◆ **To do**
Work out how many lines in the records contain the word "evenodd", and give that number alone.

◆ **Exercise material**
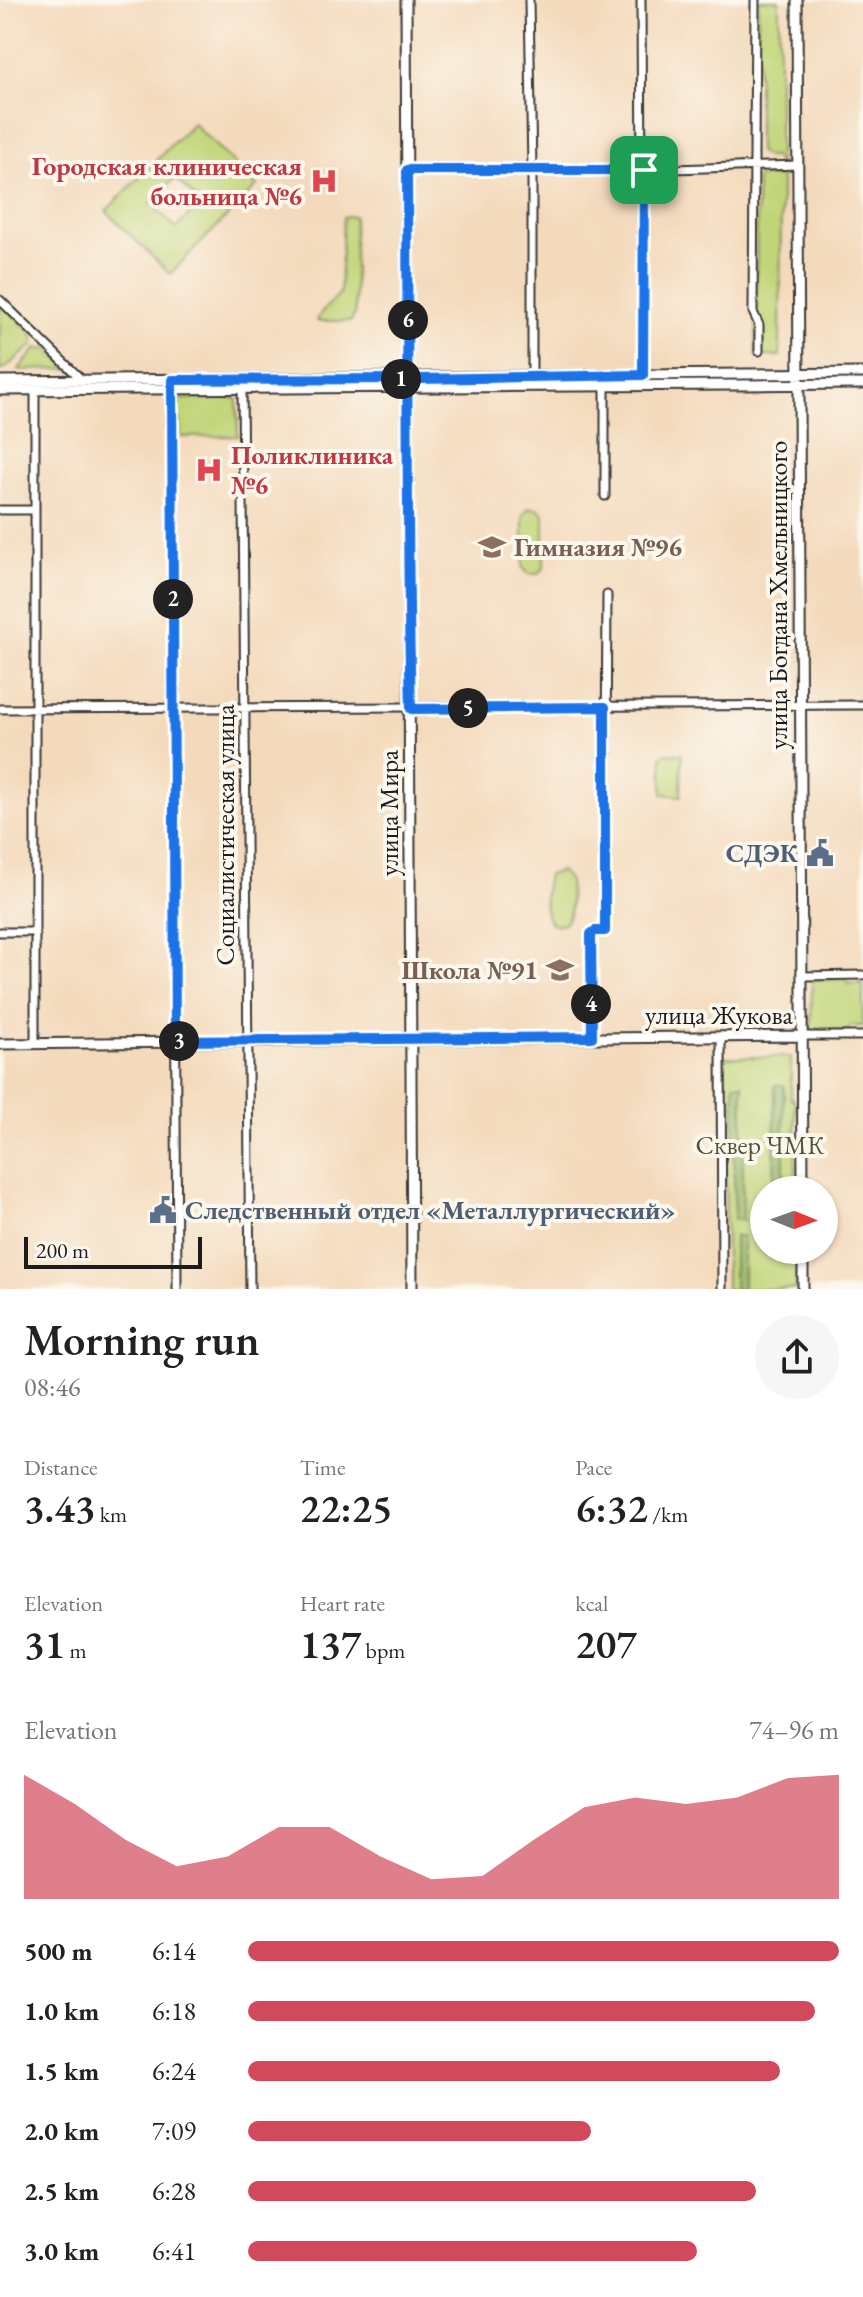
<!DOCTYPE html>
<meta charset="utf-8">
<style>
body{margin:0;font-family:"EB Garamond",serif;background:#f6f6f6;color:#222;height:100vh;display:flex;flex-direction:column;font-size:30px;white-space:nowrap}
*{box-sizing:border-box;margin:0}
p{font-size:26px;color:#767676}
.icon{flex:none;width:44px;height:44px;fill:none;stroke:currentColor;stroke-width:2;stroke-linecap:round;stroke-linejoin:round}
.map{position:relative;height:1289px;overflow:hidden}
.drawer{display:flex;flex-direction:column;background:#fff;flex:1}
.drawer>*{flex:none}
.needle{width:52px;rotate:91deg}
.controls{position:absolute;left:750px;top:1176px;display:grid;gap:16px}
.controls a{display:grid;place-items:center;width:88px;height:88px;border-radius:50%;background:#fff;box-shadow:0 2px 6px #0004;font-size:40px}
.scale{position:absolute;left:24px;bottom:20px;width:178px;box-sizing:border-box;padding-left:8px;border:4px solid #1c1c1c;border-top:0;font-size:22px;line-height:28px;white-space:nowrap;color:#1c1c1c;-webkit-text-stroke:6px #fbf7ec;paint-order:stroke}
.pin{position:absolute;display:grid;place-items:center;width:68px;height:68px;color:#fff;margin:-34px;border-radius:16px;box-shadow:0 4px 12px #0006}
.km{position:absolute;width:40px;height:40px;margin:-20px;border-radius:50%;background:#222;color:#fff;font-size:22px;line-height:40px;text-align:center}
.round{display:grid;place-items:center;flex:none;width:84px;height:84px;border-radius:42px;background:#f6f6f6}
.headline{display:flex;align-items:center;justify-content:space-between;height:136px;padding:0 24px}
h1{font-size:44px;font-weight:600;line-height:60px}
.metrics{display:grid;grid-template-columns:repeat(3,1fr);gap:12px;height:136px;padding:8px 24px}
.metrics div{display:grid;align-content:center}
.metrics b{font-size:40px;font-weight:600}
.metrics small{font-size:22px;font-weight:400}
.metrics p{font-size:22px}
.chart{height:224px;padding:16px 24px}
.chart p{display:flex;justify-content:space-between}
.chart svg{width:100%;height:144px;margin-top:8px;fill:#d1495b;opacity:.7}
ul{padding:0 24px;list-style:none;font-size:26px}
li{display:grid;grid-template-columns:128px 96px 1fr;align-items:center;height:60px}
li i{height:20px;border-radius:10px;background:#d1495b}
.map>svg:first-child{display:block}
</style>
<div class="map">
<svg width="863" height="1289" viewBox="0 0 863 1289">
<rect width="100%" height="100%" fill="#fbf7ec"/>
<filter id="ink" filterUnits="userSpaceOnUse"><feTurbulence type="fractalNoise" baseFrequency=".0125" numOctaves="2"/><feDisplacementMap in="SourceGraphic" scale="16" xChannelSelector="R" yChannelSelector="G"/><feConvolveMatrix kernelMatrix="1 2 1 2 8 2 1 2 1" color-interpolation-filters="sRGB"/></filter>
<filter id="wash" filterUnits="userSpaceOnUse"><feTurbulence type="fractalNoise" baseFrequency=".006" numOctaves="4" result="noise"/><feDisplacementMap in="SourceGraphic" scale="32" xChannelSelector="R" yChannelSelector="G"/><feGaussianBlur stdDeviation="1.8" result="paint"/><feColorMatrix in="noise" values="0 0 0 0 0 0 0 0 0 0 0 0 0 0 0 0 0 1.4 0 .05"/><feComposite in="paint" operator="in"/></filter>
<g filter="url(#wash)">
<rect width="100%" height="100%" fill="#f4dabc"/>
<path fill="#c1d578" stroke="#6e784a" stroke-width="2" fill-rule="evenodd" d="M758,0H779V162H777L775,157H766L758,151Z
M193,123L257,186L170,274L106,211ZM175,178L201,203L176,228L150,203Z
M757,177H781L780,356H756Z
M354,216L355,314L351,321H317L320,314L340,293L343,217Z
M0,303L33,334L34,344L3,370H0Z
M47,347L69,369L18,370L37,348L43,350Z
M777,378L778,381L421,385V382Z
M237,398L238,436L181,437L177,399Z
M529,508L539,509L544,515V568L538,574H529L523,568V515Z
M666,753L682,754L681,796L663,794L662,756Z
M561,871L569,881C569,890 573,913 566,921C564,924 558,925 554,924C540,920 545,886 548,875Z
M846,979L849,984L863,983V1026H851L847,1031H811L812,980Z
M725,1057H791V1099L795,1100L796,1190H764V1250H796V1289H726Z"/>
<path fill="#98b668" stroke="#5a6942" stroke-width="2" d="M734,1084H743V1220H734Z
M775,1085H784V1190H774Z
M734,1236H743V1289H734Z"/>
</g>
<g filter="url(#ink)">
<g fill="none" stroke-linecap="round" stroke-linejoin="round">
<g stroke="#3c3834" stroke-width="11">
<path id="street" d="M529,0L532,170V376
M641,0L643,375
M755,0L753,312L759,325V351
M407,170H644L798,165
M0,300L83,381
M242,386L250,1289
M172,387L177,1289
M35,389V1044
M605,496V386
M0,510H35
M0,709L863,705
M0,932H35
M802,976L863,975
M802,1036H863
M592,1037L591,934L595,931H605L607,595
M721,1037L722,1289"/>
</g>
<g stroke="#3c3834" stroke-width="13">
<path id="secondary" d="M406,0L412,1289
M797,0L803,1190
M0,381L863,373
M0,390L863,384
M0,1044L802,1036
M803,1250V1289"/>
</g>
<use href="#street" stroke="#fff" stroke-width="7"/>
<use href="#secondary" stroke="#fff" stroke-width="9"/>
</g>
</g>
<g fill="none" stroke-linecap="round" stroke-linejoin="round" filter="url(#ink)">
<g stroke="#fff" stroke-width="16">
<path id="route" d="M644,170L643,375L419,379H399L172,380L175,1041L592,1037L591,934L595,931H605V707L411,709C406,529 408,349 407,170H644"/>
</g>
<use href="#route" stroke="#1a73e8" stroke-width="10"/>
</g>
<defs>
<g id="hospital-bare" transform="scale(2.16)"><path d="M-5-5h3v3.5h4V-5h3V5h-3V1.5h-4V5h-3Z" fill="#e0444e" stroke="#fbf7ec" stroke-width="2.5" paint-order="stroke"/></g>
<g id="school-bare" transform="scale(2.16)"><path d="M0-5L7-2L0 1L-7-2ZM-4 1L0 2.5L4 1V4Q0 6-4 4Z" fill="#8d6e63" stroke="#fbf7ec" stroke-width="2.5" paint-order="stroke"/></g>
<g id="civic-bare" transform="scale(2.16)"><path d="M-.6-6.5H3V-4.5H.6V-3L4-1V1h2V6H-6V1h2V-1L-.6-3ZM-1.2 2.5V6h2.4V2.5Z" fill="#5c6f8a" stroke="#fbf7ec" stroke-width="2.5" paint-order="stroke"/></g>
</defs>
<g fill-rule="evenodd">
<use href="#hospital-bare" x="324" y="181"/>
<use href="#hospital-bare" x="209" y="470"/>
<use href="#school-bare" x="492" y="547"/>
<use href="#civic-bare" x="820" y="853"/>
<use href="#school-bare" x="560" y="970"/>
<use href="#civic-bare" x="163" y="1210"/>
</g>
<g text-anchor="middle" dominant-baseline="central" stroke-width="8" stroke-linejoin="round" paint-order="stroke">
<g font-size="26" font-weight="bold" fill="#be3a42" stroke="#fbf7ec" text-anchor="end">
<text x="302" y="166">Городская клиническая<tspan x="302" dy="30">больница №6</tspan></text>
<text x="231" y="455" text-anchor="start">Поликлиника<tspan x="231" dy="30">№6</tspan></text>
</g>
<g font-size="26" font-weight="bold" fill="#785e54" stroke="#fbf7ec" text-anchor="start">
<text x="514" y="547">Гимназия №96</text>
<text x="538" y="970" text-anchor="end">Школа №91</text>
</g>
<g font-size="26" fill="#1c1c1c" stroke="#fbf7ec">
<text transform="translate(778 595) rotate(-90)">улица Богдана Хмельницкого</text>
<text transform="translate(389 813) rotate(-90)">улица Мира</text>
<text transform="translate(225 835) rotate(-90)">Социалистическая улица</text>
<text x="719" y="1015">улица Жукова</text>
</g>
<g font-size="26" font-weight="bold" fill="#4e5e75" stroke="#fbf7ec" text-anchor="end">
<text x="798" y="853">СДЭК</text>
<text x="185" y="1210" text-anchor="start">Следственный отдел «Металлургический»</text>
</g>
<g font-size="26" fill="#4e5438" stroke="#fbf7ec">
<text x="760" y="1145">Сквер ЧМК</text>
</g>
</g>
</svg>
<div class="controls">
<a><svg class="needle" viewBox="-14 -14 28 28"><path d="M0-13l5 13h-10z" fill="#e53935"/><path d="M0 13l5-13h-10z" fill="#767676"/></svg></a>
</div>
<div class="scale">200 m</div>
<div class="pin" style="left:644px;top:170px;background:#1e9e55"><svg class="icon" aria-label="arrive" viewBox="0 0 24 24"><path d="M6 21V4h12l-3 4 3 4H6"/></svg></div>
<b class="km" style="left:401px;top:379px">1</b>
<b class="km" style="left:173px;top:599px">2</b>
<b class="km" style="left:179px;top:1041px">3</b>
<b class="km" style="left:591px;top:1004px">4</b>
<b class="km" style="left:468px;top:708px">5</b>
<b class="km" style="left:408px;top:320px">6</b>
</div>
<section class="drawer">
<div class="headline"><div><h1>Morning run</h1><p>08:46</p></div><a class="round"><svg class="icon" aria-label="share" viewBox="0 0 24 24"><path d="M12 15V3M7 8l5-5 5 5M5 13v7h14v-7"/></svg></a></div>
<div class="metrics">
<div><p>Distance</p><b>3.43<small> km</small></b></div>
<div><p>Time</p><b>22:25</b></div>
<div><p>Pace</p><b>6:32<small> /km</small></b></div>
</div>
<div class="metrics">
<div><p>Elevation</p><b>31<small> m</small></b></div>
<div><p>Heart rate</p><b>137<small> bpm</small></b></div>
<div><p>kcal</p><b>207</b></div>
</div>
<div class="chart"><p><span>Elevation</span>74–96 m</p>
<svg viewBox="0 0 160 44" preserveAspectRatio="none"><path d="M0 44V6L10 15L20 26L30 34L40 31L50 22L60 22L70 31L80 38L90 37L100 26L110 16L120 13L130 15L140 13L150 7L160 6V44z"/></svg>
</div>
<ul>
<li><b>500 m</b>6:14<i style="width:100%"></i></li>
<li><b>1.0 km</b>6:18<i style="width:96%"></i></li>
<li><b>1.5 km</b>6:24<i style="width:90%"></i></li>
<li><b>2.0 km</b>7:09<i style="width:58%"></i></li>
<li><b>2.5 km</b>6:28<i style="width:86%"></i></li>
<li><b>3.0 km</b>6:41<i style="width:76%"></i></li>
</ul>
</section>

◆ **Your solution**
2